My Senior English teacher, Mary Wheeler, might have been the best of the bunch. She was sharp, funny, and observant. Nothing got past her. She was also determined to teach us more than language and literature. She wanted us to learn to think for ourselves, to develop the skills we’d need in the world outside the classroom. She treated us as individuals, and she taught each of us a lot about ourselves.
We read Shakespeare’s MacBeth in Mrs. Wheeler’s class. I hated it. Our discussions were interesting, but the reading of the play itself was boring beyond measure. For days we spent that classroom hour taking turns reading aloud, each voice a different monotone reading words with no regard for the meaning behind them. I had trouble staying awake.
Eventually it was my turn to read, and, in a bit of serendipity, it was time for the witches. Shaking off the sleepiness, I began to read in my best impersonation of a witch’s voice, building up steam as I came to the part about “double, double toil and trouble; fire burn, and cauldron bubble.” I don’t know what my classmates thought about my dramatic interpretation, but I can tell you this much: they were all awake.

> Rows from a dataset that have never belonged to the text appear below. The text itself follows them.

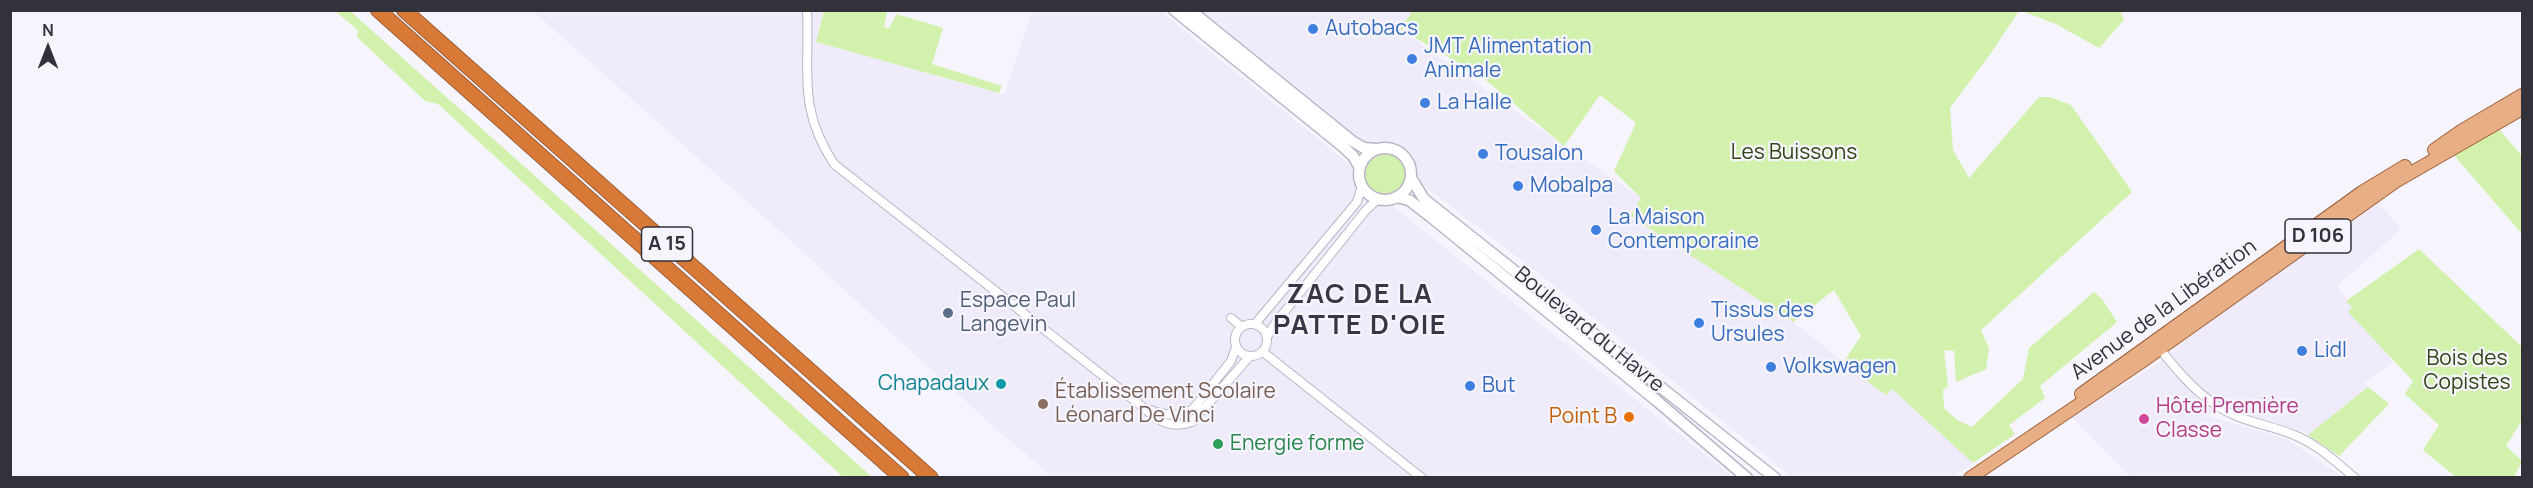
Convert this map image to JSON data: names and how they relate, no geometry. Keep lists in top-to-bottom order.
{
  "streets": {
    "highway": ["A 15"],
    "main road": ["D 106", "Avenue de la Libération", "Boulevard du Havre"]
  },
  "districts": ["ZAC DE LA PATTE D'OIE"],
  "parks": ["Les Buissons", "Bois des Copistes"],
  "places": [
    "Autobacs",
    "JMT Alimentation Animale",
    "La Halle",
    "Tousalon",
    "Mobalpa",
    "La Maison Contemporaine",
    "Espace Paul Langevin",
    "Tissus des Ursules",
    "Lidl",
    "Volkswagen",
    "Chapadaux",
    "But",
    "Établissement Scolaire Léonard De Vinci",
    "Point B",
    "Hôtel Première Classe",
    "Energie forme"
  ],
  "north": "top"
}
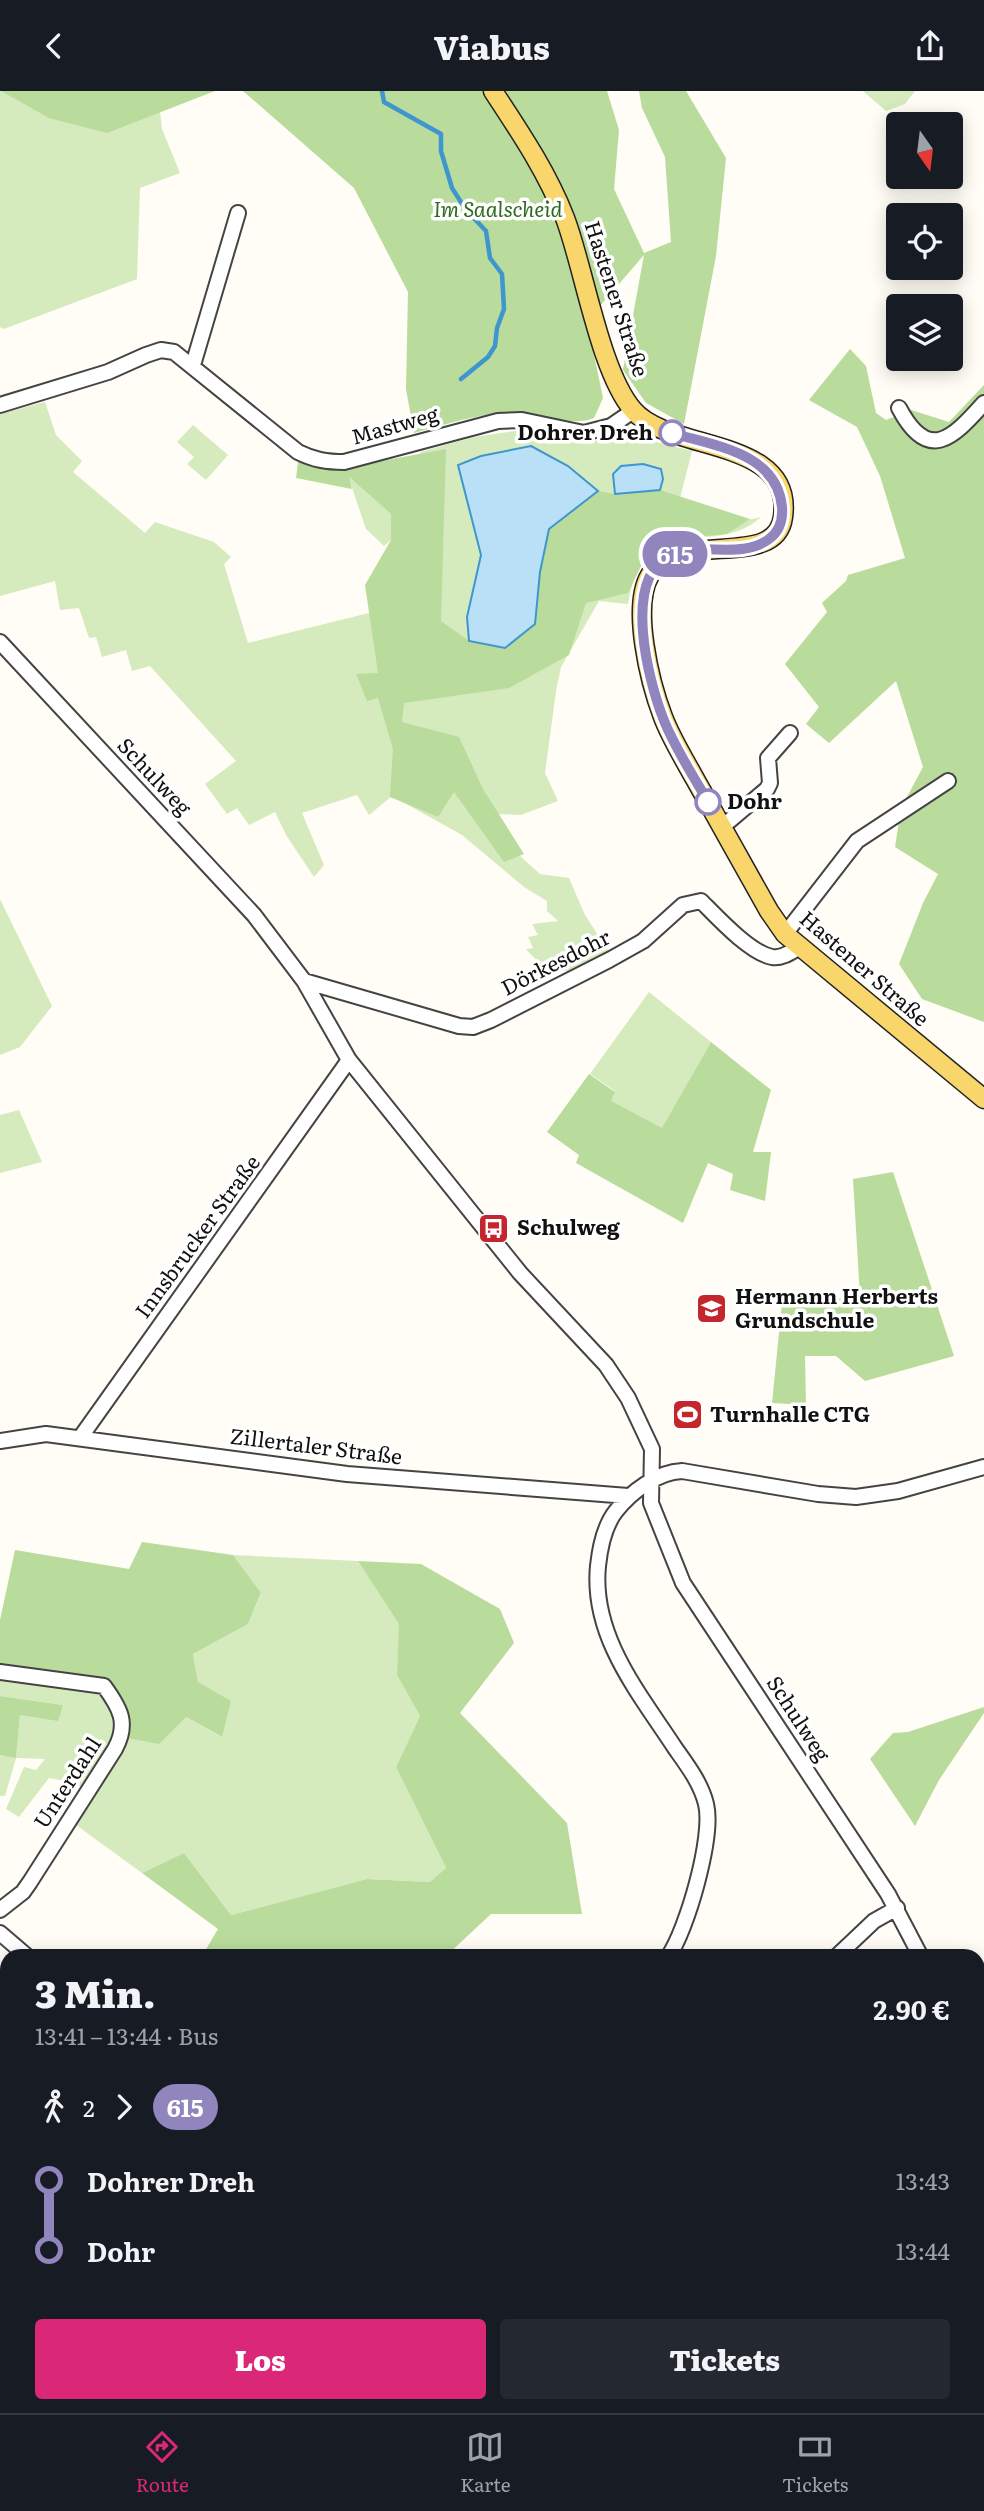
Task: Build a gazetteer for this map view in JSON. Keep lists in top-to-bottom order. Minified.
{"streets":{"main road":["Hastener Straße"],"street":["Mastweg","Schulweg","Dörkesdohr","Innsbrucker Straße","Zillertaler Straße","Unterdahl"]},"crossings":[["Hastener Straße","Mastweg"],["Hastener Straße","Dörkesdohr"],["Schulweg","Dörkesdohr"],["Schulweg","Innsbrucker Straße"],["Innsbrucker Straße","Zillertaler Straße"]],"parks":["Im Saalscheid"],"places":{"other":["Dohrer Dreh","Dohr"],"bus stop":["Schulweg"],"school or university":["Hermann Herberts Grundschule"],"sports":["Turnhalle CTG"]},"lines":["bus line 615"],"north":"bottom","page":{"header":"Viabus","on_map":"615","heading":["3 Min.","13:41 – 13:44 · Bus","2.90 €"],"legs":["2","615"],"list":[{"name":"Dohrer Dreh","value":"13:43"},{"name":"Dohr","value":"13:44"}],"buttons":["Los","Tickets"],"tabs":["Route","Karte","Tickets"]}}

And Mrs. Wheeler was grinning.
In a classroom discussion later that year, Mrs. Wheeler asked for a volunteer to define the term “non-conformist.” One student raised his hand and suggested that a non-conformist was a beatnik. “A beatnik could be a non-conformist,” Mrs. Wheeler replied, “but all non-conformists aren’t beatniks, so that definition is too limiting.” Gesturing toward me, she continued: “Linda is as much of a non-conformist as anyone I know, but she certainly isn’t a beatnik.” I was stunned. I looked like the other students, dressed like them, and did my best to fit in, but deep inside I knew I was different. It was mostly a matter of being interested in different things than they were, but I didn’t think they knew that. It was shocking to learn that the uncomfortable differences I felt were obvious to someone else.
One day near the end of senior year, class rankings were announced on the P.A. system and posted on the bulletin board minutes before the bell rang for English class. Naturally, that’s what everybody wanted to talk about as we made our way to our seats. “Where were you on the list?” the boy at the desk next to mine inquired.
“Third,” I said.
“No, you weren’t,” he retorted, “Skipper was third.”
“Skipper was ninth,” I snapped, irritated. “He was the highest ranking boy.”
Mrs. Wheeler leaned in close to me and whispered, “I wouldn’t brag about being third if I were you. You should have been first by a long stretch.”
“What do you mean?” I asked, puzzled.
“Never mind,” she responded, shaking her head as she walked back toward her desk. “I’ve already said more than I should have.”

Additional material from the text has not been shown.